Please report how many lines in the records below contain the word "legend", giving only that number.

(Stored data entries)

»»

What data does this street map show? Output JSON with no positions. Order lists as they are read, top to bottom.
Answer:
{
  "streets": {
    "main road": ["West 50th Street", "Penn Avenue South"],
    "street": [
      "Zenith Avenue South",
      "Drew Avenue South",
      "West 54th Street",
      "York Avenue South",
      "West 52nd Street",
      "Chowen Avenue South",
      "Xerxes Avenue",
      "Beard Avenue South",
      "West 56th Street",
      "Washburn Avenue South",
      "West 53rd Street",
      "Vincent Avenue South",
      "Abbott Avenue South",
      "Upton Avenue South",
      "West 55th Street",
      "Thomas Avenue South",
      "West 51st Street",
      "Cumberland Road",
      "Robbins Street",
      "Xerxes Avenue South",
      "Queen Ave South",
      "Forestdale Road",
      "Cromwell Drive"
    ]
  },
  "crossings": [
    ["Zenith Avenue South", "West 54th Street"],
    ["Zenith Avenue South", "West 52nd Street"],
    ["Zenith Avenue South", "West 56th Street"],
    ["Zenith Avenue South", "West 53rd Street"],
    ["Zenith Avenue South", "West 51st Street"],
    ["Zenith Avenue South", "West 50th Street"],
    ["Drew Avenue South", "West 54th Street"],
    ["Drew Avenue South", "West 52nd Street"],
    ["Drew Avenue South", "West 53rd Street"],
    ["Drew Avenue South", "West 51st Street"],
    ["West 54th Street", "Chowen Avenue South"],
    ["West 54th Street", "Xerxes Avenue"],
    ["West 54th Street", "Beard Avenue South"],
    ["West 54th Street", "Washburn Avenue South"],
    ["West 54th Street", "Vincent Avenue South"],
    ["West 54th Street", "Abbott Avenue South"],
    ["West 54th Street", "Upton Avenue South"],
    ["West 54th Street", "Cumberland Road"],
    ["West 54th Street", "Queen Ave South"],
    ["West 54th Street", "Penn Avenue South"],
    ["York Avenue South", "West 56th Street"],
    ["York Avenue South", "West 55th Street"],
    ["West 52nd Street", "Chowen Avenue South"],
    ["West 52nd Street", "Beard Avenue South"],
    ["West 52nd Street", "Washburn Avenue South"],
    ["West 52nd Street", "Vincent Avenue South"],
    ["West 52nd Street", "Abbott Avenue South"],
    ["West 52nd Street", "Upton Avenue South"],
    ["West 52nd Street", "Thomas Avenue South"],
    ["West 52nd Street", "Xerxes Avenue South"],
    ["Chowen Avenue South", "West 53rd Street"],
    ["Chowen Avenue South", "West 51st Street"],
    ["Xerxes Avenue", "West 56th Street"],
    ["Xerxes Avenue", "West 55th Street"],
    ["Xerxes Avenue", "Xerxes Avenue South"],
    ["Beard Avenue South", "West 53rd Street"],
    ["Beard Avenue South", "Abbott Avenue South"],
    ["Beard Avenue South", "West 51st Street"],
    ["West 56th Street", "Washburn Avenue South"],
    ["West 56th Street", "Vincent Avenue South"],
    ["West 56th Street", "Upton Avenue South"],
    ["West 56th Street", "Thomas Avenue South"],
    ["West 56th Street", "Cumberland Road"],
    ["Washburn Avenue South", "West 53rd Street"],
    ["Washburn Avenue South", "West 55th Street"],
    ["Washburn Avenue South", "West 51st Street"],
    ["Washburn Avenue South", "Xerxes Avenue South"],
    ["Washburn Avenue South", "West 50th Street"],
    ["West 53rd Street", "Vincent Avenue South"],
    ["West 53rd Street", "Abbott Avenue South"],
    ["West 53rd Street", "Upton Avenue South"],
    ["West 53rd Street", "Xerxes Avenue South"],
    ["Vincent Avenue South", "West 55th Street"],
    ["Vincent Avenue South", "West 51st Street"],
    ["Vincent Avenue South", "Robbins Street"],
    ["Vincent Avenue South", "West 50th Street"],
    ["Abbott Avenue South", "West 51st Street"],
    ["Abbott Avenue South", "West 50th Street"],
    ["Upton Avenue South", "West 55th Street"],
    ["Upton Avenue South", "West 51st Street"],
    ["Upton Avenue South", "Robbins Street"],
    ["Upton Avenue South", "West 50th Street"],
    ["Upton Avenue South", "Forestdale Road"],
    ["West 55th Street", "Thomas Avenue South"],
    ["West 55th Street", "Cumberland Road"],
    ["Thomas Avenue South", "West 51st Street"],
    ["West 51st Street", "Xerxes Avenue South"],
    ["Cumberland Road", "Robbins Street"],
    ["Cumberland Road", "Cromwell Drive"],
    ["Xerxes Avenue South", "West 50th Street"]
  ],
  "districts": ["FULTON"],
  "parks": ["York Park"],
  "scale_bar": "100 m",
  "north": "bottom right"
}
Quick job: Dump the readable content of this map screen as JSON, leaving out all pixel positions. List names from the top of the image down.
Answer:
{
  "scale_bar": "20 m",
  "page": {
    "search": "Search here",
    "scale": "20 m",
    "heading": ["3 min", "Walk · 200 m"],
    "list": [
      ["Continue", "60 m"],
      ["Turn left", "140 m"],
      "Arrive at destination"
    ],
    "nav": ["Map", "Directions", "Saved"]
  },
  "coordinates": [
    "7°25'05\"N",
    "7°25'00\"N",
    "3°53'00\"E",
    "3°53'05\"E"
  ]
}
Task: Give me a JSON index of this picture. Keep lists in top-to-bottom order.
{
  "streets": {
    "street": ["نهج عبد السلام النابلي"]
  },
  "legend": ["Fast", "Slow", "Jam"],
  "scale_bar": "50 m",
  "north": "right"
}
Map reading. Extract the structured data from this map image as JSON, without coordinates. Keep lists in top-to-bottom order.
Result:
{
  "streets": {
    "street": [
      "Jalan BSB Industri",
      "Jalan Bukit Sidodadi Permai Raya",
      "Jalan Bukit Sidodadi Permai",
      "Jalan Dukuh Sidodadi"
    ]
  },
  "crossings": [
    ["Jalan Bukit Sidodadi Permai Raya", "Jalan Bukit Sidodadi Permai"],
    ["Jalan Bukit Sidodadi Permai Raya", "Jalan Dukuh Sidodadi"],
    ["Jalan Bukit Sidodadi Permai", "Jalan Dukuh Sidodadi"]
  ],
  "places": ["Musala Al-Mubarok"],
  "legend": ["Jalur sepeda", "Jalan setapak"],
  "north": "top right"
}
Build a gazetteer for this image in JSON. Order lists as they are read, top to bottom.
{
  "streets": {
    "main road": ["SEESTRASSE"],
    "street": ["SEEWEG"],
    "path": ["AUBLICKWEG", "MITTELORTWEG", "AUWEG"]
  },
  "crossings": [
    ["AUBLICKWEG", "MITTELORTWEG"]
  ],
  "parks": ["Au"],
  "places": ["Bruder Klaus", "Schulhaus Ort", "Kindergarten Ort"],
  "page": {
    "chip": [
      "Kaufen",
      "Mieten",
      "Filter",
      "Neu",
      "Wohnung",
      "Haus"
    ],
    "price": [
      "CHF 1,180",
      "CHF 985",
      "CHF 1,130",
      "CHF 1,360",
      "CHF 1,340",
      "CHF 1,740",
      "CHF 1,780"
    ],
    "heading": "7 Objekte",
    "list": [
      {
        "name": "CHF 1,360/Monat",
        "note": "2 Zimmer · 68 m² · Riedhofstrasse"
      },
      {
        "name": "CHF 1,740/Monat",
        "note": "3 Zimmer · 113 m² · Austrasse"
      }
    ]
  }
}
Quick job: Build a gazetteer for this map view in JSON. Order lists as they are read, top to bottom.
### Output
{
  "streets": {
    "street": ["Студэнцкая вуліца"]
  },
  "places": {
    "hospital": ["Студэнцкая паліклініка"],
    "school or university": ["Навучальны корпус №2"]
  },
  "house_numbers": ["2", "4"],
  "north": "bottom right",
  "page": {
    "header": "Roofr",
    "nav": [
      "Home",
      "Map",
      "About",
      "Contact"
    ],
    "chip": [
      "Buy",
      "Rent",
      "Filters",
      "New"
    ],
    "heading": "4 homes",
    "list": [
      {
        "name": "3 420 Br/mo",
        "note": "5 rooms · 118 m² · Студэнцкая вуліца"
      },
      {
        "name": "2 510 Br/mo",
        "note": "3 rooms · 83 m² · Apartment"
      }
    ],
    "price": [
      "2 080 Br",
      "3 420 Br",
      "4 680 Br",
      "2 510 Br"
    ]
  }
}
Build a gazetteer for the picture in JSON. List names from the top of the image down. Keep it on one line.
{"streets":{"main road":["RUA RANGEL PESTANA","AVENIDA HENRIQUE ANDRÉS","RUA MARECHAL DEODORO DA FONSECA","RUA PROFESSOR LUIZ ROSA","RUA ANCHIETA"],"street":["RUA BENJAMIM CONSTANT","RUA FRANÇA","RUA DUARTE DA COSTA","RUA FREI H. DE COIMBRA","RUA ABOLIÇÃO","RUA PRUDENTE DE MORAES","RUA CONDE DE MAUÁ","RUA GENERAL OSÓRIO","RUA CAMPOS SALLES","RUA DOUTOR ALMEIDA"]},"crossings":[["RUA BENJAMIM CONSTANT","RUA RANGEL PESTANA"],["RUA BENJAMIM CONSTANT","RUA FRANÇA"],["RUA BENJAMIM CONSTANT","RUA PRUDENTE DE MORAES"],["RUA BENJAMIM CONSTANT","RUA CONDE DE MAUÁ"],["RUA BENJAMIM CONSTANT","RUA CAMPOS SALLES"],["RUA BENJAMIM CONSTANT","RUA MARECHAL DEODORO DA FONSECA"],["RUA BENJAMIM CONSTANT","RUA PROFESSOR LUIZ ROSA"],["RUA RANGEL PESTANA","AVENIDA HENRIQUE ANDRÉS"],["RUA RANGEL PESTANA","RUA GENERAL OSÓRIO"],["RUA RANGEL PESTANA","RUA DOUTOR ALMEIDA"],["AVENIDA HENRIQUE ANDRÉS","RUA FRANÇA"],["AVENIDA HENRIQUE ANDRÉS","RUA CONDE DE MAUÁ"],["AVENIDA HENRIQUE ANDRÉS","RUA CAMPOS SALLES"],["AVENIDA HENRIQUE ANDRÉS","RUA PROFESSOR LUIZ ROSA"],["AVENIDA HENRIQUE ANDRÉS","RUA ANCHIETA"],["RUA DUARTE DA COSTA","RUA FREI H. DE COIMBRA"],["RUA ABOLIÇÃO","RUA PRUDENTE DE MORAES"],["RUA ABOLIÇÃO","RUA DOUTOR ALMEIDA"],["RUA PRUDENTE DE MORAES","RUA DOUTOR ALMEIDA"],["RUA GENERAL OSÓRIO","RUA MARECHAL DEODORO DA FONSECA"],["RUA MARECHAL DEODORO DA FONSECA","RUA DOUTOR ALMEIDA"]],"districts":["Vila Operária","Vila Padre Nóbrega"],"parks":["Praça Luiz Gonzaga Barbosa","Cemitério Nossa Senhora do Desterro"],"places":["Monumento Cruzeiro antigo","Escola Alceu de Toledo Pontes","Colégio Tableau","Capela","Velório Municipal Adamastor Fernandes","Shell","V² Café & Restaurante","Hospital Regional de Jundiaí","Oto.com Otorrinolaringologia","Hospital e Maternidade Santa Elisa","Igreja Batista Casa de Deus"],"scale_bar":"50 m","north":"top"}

««

- **ANSWER BOX**
2